A geo holdout test is not an academic exercise, it is a practical audit of your biggest cost line: does the story your dashboards tell actually hold up? Pick a region, fix your baseline, pull the plug and look honestly at what happens. Translating those outcomes into sharper budget choices, more prospecting where it counts and a media buying approach that steers on real revenue instead of claimed revenue, that is exactly the work we do for brands every day. Want to know what your numbers really say? Book a call and we will gladly take a look with you.

Frequently asked questions

How long should a geo holdout test run?
Two to four weeks is a practical minimum. In the first days the region still benefits from earlier ad exposure, so a test that is too short underestimates the effect of your ads. Longer tests give cleaner data but cost more revenue in the region.
Which region should I pick for the holdout?
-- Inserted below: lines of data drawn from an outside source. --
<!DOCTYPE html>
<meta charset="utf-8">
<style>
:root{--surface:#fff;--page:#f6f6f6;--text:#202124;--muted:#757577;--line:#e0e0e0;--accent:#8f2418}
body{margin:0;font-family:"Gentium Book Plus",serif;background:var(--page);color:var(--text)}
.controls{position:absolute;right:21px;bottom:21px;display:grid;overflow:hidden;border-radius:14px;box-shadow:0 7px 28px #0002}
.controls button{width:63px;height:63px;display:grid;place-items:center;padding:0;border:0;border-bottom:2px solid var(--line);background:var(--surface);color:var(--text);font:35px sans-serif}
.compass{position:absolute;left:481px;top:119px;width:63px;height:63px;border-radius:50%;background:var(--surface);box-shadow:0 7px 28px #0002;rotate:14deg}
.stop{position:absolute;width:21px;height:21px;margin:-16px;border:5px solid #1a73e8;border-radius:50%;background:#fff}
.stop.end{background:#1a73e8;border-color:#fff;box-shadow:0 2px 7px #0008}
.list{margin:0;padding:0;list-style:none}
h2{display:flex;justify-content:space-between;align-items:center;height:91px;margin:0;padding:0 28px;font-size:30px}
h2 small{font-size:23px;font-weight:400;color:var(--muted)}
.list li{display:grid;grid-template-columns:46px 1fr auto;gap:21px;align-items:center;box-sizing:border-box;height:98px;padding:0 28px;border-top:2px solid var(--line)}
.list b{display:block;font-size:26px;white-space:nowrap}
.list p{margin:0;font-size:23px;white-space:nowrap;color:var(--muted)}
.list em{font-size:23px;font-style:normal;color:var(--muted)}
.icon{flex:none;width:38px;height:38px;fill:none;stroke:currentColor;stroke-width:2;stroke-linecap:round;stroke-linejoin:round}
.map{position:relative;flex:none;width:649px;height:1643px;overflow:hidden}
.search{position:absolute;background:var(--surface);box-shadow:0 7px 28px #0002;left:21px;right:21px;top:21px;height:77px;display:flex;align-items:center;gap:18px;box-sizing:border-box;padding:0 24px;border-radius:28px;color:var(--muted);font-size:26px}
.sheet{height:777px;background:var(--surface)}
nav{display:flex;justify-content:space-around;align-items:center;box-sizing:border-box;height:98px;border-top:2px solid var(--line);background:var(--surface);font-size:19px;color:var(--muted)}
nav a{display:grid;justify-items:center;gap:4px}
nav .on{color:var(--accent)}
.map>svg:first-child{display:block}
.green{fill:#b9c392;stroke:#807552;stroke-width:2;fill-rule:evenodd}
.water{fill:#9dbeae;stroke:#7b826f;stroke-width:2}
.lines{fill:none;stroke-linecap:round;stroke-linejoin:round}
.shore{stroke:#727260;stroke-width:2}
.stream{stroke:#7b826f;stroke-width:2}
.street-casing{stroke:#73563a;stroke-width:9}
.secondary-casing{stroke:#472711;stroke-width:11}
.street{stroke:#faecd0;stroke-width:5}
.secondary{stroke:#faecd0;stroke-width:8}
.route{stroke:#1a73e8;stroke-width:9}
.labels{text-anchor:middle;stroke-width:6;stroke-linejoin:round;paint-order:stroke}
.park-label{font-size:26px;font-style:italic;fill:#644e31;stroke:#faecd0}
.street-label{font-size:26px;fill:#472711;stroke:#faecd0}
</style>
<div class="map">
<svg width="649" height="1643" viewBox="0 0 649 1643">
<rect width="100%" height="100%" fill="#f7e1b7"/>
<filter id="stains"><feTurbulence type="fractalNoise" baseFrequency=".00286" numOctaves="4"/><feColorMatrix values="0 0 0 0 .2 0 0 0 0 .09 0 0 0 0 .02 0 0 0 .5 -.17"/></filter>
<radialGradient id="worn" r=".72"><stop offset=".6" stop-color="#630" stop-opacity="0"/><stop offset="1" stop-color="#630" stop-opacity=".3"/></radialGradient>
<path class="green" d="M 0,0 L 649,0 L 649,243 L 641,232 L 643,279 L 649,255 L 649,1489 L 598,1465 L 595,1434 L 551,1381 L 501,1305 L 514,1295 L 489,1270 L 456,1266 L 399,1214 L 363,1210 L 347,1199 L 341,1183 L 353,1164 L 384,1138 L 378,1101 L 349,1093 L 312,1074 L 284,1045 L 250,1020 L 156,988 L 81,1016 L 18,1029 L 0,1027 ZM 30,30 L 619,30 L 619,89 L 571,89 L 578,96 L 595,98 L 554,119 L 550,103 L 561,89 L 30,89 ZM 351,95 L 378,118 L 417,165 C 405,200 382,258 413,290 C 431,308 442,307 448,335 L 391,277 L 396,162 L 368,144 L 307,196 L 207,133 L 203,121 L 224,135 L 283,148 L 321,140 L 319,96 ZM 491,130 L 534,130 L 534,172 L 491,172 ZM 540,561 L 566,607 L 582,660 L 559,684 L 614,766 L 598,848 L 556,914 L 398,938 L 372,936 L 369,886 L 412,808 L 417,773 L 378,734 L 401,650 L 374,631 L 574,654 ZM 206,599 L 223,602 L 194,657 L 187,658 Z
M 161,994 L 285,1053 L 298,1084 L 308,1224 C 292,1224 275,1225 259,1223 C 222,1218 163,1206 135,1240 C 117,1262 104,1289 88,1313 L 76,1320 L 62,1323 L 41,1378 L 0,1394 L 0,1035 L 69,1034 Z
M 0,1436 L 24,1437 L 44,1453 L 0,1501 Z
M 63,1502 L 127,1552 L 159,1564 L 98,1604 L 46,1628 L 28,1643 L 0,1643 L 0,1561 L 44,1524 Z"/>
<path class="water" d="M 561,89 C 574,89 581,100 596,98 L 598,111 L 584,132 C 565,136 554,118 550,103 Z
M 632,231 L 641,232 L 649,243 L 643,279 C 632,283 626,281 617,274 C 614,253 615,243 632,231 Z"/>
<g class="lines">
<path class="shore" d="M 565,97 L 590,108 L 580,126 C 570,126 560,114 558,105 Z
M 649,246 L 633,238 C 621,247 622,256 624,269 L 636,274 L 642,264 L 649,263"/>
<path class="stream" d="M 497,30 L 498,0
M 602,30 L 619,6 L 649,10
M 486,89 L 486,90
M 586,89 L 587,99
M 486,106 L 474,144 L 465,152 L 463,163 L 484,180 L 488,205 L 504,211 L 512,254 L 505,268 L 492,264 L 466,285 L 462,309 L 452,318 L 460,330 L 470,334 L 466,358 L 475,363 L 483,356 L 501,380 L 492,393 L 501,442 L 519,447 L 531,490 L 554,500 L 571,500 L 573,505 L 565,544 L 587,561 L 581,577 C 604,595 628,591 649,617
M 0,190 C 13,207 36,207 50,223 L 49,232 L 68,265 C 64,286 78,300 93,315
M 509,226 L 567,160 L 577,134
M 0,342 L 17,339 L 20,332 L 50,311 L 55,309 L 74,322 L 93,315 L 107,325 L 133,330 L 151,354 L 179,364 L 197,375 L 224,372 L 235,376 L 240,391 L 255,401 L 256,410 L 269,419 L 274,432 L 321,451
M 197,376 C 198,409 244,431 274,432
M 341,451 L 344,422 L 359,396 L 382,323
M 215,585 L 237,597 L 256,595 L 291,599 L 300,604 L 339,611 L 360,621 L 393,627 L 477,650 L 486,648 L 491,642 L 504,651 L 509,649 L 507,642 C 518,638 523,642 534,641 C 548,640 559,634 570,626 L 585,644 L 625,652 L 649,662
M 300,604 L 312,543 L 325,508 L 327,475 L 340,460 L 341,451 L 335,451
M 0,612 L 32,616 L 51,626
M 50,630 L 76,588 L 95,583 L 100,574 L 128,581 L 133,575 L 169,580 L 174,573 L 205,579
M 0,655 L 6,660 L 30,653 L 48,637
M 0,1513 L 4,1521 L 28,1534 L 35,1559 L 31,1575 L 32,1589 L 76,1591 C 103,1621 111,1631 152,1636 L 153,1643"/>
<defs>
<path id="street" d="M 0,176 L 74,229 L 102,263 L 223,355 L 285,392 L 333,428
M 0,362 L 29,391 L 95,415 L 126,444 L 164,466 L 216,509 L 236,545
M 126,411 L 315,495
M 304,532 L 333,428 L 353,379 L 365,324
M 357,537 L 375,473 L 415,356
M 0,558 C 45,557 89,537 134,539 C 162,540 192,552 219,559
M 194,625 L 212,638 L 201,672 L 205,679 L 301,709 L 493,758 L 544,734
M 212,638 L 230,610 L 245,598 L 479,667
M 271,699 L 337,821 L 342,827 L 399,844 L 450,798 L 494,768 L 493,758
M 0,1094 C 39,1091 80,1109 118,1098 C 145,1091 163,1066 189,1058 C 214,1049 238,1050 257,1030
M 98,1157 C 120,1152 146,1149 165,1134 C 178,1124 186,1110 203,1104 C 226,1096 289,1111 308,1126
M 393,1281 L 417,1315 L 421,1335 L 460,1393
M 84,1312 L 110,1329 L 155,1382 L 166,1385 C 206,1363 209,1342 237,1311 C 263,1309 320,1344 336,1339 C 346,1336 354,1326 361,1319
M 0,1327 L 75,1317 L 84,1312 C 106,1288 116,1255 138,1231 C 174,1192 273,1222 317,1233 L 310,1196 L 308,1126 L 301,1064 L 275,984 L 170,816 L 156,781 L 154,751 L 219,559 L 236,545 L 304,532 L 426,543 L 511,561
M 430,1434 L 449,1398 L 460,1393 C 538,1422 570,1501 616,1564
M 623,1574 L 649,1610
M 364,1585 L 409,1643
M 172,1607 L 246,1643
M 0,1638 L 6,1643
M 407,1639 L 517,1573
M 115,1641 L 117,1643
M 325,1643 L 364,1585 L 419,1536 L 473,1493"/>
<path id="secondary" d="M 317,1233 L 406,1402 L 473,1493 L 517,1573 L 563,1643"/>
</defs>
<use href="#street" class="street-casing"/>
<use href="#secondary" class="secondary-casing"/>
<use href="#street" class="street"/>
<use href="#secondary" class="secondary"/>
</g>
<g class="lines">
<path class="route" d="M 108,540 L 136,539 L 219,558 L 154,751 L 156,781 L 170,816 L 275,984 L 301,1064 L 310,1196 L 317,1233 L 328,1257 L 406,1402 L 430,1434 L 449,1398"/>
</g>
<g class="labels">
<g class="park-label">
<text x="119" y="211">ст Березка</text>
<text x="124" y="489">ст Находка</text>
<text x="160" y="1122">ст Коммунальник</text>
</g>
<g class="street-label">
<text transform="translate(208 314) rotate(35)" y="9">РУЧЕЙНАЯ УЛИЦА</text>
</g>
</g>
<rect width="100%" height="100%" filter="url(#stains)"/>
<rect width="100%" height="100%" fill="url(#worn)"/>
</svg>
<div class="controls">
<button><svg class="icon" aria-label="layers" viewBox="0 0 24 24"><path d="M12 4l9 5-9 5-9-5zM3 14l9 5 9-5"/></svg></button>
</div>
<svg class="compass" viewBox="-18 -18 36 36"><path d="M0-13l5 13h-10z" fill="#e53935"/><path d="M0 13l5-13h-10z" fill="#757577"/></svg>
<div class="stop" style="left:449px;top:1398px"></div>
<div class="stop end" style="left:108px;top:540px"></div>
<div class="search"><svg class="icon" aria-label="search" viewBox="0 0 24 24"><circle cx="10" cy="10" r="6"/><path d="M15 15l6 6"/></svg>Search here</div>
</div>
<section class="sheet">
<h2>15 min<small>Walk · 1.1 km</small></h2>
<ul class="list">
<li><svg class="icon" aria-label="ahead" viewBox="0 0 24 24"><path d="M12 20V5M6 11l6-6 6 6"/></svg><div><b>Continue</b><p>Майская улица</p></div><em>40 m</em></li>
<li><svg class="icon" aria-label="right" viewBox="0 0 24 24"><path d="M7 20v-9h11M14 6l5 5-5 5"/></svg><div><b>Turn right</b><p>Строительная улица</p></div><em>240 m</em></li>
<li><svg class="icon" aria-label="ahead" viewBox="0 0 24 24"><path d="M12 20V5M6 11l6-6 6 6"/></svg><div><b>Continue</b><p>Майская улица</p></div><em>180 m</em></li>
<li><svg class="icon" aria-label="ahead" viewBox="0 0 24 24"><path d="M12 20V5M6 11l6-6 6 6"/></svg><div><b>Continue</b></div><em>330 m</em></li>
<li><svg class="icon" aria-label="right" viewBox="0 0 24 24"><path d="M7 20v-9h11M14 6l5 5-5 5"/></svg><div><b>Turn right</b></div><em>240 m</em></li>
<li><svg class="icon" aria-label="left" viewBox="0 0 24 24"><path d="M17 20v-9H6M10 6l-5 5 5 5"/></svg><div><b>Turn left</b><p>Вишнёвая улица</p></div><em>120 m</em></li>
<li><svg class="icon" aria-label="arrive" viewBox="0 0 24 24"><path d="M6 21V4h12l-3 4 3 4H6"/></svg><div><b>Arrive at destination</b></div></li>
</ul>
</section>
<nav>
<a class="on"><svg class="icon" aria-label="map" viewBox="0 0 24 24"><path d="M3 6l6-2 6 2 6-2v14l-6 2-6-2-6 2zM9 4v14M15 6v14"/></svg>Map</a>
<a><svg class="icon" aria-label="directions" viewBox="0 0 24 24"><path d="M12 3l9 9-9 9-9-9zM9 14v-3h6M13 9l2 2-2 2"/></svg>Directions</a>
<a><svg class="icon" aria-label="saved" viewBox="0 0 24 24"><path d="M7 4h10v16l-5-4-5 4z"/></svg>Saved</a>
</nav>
One that resembles your total market in behavior and revenue pattern, is large enough for stable numbers, and has no special traits like a physical store or an unusual seasonal pattern. A province or a cluster of postal areas usually works well.
Does a test like this not just cost me revenue?
Temporarily, in one region, and that is exactly the investment: you are buying certainty about your biggest cost line. If revenue barely drops, the test pays for itself twice over by letting you shift budget to where it is actually incremental.
Is a geo holdout more reliable than Meta's attribution?
It measures something different. Meta attribution counts conversions credited to ads, including revenue that would have existed without them. A holdout measures the difference with and without ads, which gets you closer to reality. Use both side by side.